Ginge just in diesem Moment ein weiteres Kind verloren, Albus würde vermutlich mit demselben Feuereifer an dessen Suche gehen wie an Harrys. So viel zumindest hatte er gelernt. Auch wurde ihm durch Severus' Anschuldigung damals deutlich bewusst, dass er andere Kinder zugunsten Harrys vernachlässigte. Er hatte sich anfangs voll auf seine Suche konzentriert und darüber die Schule unter den Tisch fallen lassen. Als nach ein paar Wochen jedoch klar wurde, dass Harry noch länger verschwunden bleiben würde, musste er schweren Herzens die Vollzeitsuche Hagrid überlassen und seine eigenen Nachforschungen auf die Wochenenden begrenzen, auf die wenigen freien Stunden, die der Schulalltag und seine diversen anderen Verpflichtungen ihm ließen.
Dann war auch noch Sirius Black ausgebrochen und Albus hatte sich mit Fudge herumschlagen müssen, der doch tatsächlich dumm genug war, Dementoren auf dem Schulgelände zu postieren! Kopfschüttelnd trat Albus ans Fenster und sah hinaus in den permanenten Nebel, den die Dementoren wie einen Ring um die Schule zogen. Er runzelte die Stirn. Der Nebelring hatte Löcher.
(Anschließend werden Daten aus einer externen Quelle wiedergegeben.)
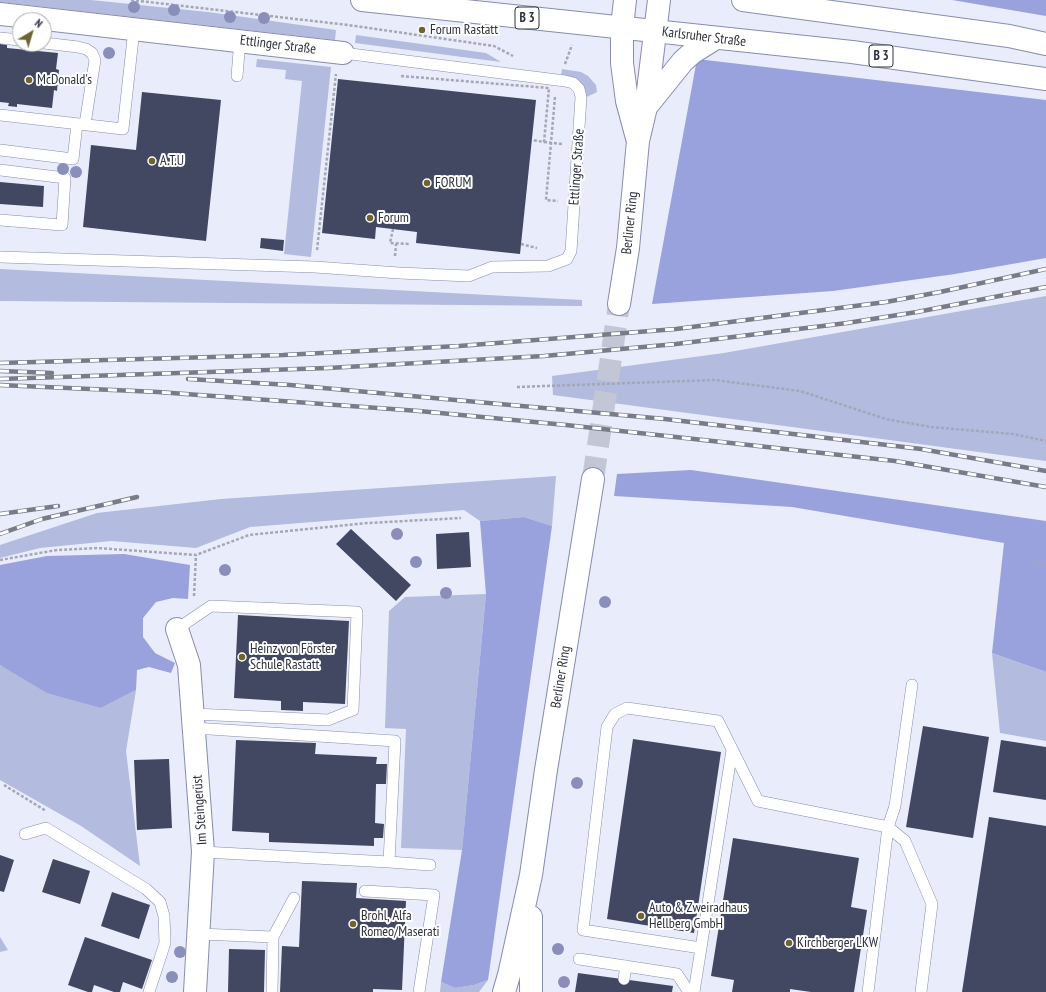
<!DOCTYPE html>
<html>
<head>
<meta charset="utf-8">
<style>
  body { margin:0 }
  #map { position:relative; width:1046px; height:992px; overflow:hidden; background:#e9ecfa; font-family:"PT Sans Narrow",sans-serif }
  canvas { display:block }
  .north { position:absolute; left:12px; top:12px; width:40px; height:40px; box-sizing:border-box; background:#fff; border:1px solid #abacb1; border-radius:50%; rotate:38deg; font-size:11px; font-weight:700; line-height:16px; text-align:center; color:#2d303d }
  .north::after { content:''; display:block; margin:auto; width:14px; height:18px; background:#6f6330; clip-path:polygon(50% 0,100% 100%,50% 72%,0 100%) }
</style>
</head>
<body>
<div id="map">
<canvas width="1046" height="992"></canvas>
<div class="north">N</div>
</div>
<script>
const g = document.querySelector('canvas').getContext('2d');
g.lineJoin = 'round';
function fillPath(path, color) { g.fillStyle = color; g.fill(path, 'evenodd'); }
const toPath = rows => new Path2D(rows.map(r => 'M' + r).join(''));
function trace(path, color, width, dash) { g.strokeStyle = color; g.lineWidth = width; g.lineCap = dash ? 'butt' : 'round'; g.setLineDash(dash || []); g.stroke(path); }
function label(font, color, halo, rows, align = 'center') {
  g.font = font + ' "PT Sans Narrow",sans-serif'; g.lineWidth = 4; g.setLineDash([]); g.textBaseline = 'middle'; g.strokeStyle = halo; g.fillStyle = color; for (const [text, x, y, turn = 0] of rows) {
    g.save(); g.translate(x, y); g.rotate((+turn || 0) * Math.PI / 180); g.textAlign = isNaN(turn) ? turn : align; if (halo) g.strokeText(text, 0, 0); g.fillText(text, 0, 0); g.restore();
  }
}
fillPath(toPath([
  [0,0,91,0,208,12,336,30,335,40,0,2],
  [356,35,486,53,501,62,355,43],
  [257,59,331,67,311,257,284,254,302,81,285,79,286,70,256,67],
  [562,69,581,72,588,76,596,85,597,92,585,98,561,76],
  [0,269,582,300,582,306,0,301],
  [1046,296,1046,461,553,395,552,376,724,353],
  [556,476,552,526,524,517,480,521,464,510,250,527,196,548,111,541,40,548,0,558,0,545,97,513,221,499],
  [486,594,462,850,401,848,406,729,385,728,389,611,405,597],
  [992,653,1046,672,1046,741,1000,733],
  [0,665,101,708,136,690,126,751,140,866,81,826,0,780],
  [0,937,8,950,0,952],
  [488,980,479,992,440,992,441,982,455,988,474,985]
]), '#b3bbdf');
fillPath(toPath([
  [952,0,1046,0,1046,16],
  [697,59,1046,100,1046,258,955,274,833,291,652,304],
  [691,470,1046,521,1046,672,992,653,1004,543,792,507,614,496,617,474],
  [524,517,552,526,488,980,474,985,455,988,441,982,462,850,486,594,480,521],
  [124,554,190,565,188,599,173,598,156,602,143,618,143,637,155,653,175,663,171,673,149,667,137,670,136,690,101,708,47,693,0,665,0,565,47,556]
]), '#99a2dd');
fillPath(toPath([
  [0,44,7,45,7,48,58,53,56,69,59,70,57,91,54,90,52,108,17,104,17,107,8,106,9,103,0,102],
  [338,79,536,100,520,254,416,243,417,232,376,227,375,239,322,233],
  [142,92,221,100,206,241,83,227,91,145,136,150],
  [0,182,44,186,43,207,0,204],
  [261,238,284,240,283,251,260,248],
  [351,529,411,585,396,601,336,544],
  [469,532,471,567,437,569,436,534],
  [238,615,349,621,345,704,303,702,303,711,281,710,281,701,234,698],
  [923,726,989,737,973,838,906,827],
  [633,739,721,752,694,933,607,919],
  [236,740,316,743,315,754,377,757,376,764,387,764,386,784,376,784,375,823,384,824,383,838,374,838,374,846,269,842,269,833,232,831],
  [1001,740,1046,747,1046,800,993,792],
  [169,759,172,828,137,830,134,760],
  [989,817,1046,826,1046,992,962,992],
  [733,838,859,858,851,907,867,910,854,992,811,992,790,989,790,992,732,992,734,980,711,976],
  [0,855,14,860,4,892,0,891],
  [53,859,90,871,80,904,42,892],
  [302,881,357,883,356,898,406,901,402,990,373,989,373,992,280,992,282,946,299,947],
  [112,892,150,905,139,939,101,926],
  [85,937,152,960,142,989,123,982,120,992,114,992,94,985,92,992,88,992,68,985],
  [229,949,265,950,264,992,228,992],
  [578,973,673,986,672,992,575,992]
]), '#424762');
trace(toPath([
  [593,479,619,304]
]), '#c3c6d4', 22, [22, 11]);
const service = toPath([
  [0,38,20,40],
  [44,43,78,47,86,49,92,53,95,60,85,124],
  [237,76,240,40],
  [0,115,123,129,134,29],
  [0,150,73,159,77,124],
  [0,170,65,178,62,225,0,220],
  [0,257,315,267,399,273,469,276,492,267,548,266,567,259,571,251,581,97,579,89,573,83,565,81,343,53],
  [177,629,211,606,357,612,353,710,328,720,193,714],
  [194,728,395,741,389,862,203,852],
  [25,834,46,828,146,889,160,902,164,916,165,943,149,992],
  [389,862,430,865],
  [365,891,434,895,419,992],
  [199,934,273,937,272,992],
  [273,937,294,898],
  [701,948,732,750],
  [579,959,677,974,689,992],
  [624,979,626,966],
  [694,992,701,948,583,930,607,727,615,714,627,708,718,721,758,801,888,827,905,841,932,904,921,992],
  [868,992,888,827,895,806,912,685]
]);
const minor = toPath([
  [0,14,343,53],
  [177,629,189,665,203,852,195,992]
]);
const tertiary = toPath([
  [625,0,622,27,622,63,627,101,637,138],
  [646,107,683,61,692,53,716,38],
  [619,304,628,248,638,141,646,107,659,0],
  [531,917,531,992],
  [504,992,509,975,531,875,546,770,593,479]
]);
const primary = toPath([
  [362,0,852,52,1046,79],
  [743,0,1009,36,1046,44]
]);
trace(service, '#878dab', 12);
trace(minor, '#878dab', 24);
trace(tertiary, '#878dab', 24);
trace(primary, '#878dab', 24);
trace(toPath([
  [131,0,348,25,494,46,513,56],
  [565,64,572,45],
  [555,97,546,200,558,201],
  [544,142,562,144],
  [393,229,390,243,410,244],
  [521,244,537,248],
  [317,250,336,74],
  [395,256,396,244],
  [517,387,715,380,800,391,886,419,931,427,1013,434,1046,441],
  [0,560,57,550,97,548,196,555,249,535,368,523,461,518],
  [1033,562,1046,565],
  [194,596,196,555],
  [4,785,46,811]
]), '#a4a7b5', 2.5, [3, 2]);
trace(service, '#fff', 11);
trace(minor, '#fff', 22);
trace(tertiary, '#fff', 22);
trace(primary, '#fff', 22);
const rail = toPath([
  [0,363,283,355,459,346,676,329,886,302,940,292,1046,269],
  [0,371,52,373],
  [0,379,328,368,544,356,676,344,847,323,917,312,1046,287],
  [188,379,290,385,665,419,921,449,1046,471],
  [0,385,158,392,419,411,566,425,895,461,1046,487],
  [0,514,58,506],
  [0,534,42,519,137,497]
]);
trace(rail, '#787b88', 4.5);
trace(rail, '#fff', 3, [9]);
trace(toPath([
  [401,76,549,88,544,142,532,140]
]), '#a4a7b5', 2.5, [3, 2]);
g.fillStyle = '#898ebb';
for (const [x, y] of [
  [134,7],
  [174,10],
  [230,17],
  [264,18],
  [109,53],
  [63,169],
  [76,172],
  [397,534],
  [416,562],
  [225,570],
  [446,593],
  [605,602],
  [577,783],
  [558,949],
  [180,952],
  [172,977],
  [564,982]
]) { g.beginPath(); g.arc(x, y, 6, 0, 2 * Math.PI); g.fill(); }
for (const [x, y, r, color] of [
  [422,30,4,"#6f6330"],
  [29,80,4,"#6f6330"],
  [152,161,4,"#6f6330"],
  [427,183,4,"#6f6330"],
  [370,218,4,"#6f6330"],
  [242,657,4,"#6f6330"],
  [641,916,4,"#6f6330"],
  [353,924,4,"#6f6330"],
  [789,943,4,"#6f6330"]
]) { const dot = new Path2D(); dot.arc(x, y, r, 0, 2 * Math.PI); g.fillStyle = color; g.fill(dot); trace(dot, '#fff', 1.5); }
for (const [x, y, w] of [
  [527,18,24],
  [881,56,24]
]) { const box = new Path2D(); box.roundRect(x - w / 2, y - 11, w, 22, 3); g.fillStyle = '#fff'; g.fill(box); trace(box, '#2d303d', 1); }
label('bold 13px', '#2d303d', null, [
  ["B 3",527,18],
  ["B 3",881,56]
]);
label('14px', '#2d303d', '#fff', [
  ["Forum Rastatt",430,30],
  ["McDonald's",37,80],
  ["A.T.U",160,161],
  ["FORUM",435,183],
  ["Forum",378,218],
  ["Heinz von Förster",250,649],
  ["Schule Rastatt",250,665],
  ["Auto & Zweiradhaus",649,908],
  ["Hellberg GmbH",649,924],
  ["Brohl, Alfa",361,916],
  ["Romeo/Maserati",361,932],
  ["Kirchberger LKW",797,943]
], 'left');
label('14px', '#2d303d', '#fff', [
  ["Karlsruher Straße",704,37,7],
  ["Ettlinger Straße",278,45,7],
  ["Ettlinger Straße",577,167,-86],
  ["Berliner Ring",630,223,-84],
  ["Berliner Ring",561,677,-81],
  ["Im Steingerüst",200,810,-94]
]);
</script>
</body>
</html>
Ein schärferer Blick enthüllte das Fehlen etlicher Dementoren, welche ihre Positionen verlassen hatten. Andernorts hingegen standen mehr, als da sein sollten. Die Dementoren schienen sich zu versammeln. Albus verfolgte ihre Bewegungen einen Augenblick, bis er ihr Ziel identifiziert hatte: der Mittelpunkt, um den sich die Dementoren zusammenzogen, war die Heulende Hütte.
Hatten sie Black gefunden? Wäre der junge Mann wirklich leichtsinnig genug, sich trotz der Dementoren erneut so nahe an Hogwarts heranzuwagen? Er galt als verrückt, rief Albus sich in Erinnerung. Und das war nur gar zu leicht zu glauben. War er nicht sogar in Hogwarts eingedrungen, in dem festen Glauben, dort Harry Potter zu finden – obwohl die Zeitung, welche Fudge ihm gegeben hatte, deutlich betonte, dass Harry Potter eben gerade nicht in der Schule war? Welchem Wahn war der früher so clevere Gryffindor erlegen?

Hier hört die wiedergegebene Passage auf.